Advancing Predictive Maintenance: A Machine Learning Approach to Power Converter Reliability
Degradation of power electronics components, such as DC-link capacitors in three-phase inverters, poses significant challenges for maintaining reliability and efficiency in modern power systems. Extending the lifespan of power converters and ensuring their safe and efficient operation comes through the identification and mitigation of this degradation. During this secondment, we focused on parameter identification for aging power converters using a system-level condition monitoring framework integrated with machine learning techniques.
The core objective of this work was to develop a condition monitoring framework capable of estimating the degradation of DC-link capacitors, which are among the most failure-prone components in three-phase inverters. By reducing the number and types of sensors required and minimizing sampling requirements, this approach aims to provide a more cost-effective and scalable solution for real-world applications.
One key challenge was to discern capacitor degradation levels across varying operating conditions, including different temperatures, loads, initial voltages, and current distributions, only from system-level signals that are already acquired for control purposes. Traditional condition monitoring methods can suffer from false positives and negatives, particularly when external factors like lower initial voltages affect acquired sequences the same way a reduced capacitance would. Our framework was designed to address these challenges by being robust to such confounding variables, paving the way for more reliable diagnostics.
Our initial efforts focused on analyzing an experimental dataset, from which we developed a machine learning pipeline capable of accurately distinguishing between healthy and degraded capacitors across a range of operating conditions. This pipeline demonstrated its robustness, with results that have been submitted for publication in a conference paper.
Building on this foundation, we explored the use of high-fidelity simulations to replace costly experimental data. By leveraging synthetic data generated through simulations, we aim to reduce dependency on expensive experimental datasets while maintaining the accuracy of condition monitoring. The simulations also open the door to broader studies of parameter variation and degradation mechanisms, which are otherwise challenging to replicate in physical setups.
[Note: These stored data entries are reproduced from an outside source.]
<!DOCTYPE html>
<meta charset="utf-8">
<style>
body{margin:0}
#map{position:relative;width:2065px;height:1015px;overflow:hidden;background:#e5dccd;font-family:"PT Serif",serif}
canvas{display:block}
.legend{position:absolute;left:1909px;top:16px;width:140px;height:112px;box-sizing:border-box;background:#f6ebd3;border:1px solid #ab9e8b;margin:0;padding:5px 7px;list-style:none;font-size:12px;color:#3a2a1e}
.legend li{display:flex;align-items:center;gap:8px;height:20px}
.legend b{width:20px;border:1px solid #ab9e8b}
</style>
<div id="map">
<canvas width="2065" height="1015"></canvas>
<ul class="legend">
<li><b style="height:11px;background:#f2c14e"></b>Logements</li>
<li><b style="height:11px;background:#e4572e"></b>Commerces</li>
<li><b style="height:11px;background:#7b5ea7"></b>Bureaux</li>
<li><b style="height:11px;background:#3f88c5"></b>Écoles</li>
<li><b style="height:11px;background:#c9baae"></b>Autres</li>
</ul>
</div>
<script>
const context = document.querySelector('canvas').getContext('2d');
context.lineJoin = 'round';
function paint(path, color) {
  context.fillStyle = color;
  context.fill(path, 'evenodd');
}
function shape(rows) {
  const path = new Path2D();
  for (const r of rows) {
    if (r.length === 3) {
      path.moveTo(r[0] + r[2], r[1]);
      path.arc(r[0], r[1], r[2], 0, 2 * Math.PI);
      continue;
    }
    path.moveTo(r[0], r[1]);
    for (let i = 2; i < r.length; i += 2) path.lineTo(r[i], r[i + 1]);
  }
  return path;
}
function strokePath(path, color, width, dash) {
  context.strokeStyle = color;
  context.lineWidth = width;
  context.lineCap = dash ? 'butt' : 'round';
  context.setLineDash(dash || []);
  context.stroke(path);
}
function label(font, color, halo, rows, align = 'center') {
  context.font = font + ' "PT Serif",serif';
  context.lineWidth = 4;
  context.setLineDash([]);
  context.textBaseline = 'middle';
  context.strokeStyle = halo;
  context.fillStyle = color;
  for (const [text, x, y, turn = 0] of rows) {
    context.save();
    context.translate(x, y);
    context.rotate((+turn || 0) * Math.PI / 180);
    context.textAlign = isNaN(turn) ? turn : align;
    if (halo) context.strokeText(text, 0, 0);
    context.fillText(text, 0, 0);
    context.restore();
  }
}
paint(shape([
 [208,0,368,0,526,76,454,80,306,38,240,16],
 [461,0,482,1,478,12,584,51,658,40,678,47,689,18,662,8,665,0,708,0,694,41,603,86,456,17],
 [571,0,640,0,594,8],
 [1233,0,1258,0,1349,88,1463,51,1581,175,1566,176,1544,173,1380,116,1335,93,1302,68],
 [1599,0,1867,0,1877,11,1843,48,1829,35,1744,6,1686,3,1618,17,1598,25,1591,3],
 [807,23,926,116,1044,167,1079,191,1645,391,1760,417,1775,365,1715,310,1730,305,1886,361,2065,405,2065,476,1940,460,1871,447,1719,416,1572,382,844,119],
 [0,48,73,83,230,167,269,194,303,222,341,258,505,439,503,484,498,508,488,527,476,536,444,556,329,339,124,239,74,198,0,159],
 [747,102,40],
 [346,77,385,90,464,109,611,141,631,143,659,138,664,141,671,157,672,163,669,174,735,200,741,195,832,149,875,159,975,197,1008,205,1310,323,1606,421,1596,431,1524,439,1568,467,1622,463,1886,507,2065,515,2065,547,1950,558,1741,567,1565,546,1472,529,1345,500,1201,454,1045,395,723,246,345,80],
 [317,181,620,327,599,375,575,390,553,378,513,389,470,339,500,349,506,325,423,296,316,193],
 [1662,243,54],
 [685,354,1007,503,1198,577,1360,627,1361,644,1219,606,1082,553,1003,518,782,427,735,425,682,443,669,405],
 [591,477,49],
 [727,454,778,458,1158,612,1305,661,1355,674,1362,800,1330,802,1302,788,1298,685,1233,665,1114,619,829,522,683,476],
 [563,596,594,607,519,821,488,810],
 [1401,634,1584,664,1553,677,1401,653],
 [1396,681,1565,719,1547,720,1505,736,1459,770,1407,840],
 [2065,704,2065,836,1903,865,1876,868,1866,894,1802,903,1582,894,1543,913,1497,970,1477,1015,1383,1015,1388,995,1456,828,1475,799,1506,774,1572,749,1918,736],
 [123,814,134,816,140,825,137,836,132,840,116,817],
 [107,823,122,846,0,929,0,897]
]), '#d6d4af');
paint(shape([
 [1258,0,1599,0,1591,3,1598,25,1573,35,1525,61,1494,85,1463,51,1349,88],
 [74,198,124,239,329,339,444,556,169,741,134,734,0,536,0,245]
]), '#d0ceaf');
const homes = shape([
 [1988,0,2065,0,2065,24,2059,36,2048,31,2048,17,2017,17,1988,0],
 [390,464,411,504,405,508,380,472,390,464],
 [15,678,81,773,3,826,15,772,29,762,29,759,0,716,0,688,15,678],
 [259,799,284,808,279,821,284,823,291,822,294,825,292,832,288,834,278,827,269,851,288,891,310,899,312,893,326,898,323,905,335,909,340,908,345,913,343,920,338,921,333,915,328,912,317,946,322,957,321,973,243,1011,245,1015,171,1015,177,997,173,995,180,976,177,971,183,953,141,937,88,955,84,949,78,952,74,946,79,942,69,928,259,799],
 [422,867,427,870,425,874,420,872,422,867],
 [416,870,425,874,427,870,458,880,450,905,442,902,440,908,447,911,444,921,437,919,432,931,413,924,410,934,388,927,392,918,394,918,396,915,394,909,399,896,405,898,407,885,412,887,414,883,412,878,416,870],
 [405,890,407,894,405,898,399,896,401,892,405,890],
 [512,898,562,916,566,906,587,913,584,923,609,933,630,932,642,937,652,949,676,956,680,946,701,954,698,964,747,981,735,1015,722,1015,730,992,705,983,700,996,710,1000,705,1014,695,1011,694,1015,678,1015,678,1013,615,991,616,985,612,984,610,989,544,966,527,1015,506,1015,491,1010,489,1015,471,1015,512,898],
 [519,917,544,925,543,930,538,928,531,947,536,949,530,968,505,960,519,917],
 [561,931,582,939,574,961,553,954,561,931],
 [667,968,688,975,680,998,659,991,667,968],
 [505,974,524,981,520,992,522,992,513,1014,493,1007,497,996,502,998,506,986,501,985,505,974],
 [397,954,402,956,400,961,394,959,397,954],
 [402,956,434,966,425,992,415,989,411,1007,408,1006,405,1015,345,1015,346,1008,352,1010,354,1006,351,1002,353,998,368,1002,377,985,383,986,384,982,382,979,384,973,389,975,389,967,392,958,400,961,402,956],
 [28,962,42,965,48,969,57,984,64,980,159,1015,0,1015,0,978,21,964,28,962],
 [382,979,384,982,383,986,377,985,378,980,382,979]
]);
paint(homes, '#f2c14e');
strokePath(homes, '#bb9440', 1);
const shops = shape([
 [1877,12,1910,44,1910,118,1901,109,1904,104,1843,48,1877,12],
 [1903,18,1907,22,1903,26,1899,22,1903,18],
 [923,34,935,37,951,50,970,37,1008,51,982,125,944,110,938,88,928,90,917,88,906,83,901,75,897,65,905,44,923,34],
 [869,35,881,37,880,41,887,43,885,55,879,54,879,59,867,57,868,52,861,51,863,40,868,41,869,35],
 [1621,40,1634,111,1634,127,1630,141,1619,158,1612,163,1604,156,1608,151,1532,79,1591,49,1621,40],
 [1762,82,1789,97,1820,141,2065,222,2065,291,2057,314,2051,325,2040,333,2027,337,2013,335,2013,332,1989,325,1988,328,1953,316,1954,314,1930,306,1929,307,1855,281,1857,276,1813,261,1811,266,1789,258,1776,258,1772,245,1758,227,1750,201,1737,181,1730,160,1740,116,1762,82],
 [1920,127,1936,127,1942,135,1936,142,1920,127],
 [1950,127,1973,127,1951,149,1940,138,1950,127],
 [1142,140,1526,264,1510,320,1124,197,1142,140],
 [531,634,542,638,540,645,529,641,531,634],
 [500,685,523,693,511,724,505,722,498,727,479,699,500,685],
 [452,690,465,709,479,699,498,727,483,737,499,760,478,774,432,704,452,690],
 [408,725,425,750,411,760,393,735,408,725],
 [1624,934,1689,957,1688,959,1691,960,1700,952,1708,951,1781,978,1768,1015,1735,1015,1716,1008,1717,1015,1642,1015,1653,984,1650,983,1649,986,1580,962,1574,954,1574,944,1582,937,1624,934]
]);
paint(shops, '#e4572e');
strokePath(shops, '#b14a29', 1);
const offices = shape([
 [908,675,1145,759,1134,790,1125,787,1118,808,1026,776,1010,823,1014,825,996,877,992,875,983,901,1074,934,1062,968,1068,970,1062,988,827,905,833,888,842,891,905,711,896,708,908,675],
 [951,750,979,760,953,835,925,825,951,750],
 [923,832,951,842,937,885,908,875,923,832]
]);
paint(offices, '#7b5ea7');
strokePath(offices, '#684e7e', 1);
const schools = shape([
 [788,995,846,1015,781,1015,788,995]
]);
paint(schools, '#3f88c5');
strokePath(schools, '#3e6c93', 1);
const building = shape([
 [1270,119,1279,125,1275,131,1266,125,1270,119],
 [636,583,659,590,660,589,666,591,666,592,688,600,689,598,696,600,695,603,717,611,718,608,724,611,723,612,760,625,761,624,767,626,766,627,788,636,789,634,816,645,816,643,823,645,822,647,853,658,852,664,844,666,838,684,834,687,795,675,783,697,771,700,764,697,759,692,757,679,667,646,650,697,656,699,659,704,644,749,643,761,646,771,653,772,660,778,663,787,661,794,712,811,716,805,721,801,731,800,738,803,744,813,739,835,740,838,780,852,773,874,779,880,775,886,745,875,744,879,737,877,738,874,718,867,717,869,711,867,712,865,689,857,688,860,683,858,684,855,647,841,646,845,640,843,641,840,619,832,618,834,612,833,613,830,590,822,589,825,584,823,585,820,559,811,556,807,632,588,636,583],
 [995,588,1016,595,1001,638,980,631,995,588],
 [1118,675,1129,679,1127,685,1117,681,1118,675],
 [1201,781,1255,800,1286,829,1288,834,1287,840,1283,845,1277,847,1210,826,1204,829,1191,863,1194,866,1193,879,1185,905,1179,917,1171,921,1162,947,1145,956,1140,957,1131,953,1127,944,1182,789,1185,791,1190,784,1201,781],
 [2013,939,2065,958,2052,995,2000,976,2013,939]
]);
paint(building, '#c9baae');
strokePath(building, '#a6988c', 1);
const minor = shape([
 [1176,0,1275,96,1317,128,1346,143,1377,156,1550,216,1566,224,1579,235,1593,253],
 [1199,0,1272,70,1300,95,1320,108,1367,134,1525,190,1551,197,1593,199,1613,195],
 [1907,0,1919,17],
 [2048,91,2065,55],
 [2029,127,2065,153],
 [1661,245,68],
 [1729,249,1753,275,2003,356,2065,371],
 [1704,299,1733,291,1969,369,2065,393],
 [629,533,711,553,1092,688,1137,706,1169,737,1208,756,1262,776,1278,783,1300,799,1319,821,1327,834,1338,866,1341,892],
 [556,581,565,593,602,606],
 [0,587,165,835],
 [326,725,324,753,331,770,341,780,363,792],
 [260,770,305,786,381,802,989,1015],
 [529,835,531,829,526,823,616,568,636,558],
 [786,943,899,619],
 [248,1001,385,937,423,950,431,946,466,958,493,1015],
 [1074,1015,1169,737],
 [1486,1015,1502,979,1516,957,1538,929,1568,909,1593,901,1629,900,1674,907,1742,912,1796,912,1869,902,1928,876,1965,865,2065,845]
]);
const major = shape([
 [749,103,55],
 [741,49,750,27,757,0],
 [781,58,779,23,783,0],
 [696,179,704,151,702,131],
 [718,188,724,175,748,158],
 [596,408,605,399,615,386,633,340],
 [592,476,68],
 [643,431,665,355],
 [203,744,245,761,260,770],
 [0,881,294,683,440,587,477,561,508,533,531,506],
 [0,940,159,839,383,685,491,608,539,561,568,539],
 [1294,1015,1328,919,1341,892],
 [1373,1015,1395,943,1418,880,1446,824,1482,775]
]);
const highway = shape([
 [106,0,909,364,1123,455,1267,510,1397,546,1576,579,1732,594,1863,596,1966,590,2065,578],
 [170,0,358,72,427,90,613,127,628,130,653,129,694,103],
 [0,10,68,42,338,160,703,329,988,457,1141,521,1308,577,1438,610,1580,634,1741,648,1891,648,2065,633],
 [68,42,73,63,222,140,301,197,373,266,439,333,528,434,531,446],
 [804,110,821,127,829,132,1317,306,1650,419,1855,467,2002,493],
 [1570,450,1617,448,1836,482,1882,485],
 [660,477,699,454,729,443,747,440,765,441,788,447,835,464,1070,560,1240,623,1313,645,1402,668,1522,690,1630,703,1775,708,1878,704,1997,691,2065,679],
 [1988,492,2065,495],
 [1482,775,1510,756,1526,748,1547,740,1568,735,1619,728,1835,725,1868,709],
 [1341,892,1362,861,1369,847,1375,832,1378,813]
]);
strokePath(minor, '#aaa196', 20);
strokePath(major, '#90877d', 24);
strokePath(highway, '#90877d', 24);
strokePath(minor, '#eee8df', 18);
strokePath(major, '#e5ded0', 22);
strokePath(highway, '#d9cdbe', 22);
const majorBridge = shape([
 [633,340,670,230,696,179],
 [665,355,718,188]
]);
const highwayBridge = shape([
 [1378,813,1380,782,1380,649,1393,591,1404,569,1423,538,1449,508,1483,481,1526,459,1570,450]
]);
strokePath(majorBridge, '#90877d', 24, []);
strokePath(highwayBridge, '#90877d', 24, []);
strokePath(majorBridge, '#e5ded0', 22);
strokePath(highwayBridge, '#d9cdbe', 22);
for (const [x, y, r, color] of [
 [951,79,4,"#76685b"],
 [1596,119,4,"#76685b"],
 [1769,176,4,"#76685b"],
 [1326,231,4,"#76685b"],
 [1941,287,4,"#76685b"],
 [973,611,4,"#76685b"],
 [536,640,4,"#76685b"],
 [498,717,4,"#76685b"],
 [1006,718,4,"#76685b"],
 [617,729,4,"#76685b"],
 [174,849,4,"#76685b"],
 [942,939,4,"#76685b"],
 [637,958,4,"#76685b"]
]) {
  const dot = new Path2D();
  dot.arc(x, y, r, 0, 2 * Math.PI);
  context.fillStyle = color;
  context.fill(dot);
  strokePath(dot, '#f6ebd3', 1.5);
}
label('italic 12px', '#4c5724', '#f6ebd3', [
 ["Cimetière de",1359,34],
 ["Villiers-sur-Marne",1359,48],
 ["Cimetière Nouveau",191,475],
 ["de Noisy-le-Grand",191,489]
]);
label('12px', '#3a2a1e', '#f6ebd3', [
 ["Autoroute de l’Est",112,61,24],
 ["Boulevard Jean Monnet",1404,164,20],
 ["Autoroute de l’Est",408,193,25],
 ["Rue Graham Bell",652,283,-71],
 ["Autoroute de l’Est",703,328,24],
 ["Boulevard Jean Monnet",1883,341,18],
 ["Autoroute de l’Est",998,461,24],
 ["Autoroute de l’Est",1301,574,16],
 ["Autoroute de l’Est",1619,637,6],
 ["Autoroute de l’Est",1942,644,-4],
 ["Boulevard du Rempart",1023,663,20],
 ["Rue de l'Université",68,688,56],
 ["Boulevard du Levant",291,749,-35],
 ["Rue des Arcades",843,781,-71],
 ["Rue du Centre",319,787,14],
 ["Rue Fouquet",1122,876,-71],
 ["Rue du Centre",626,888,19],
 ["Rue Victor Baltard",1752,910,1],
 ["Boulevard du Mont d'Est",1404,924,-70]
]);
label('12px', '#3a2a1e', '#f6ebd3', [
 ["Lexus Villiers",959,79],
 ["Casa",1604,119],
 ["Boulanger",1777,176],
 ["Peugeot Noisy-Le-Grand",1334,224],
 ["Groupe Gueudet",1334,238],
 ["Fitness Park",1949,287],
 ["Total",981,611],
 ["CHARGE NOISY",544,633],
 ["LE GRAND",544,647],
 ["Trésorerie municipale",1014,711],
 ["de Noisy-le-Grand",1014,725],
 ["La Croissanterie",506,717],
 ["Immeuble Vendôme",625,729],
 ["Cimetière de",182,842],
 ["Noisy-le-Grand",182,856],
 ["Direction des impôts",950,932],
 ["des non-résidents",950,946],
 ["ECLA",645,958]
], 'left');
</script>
Looking ahead, we plan to adapt a developed physics-informed machine learning framework for use with synthetic datasets and tailor it to the operating conditions we have experimentally. This integration of physical insights into the machine learning pipeline is expected to enhance generalization capabilities and provide a deeper understanding of the degradation mechanisms.
This secondment provided valuable opportunities for interdisciplinary collaboration and knowledge exchange, across system-level condition monitoring, machine learning, and high-fidelity simulations. We have laid the groundwork for further collaboration, building upon the progress made during the secondment.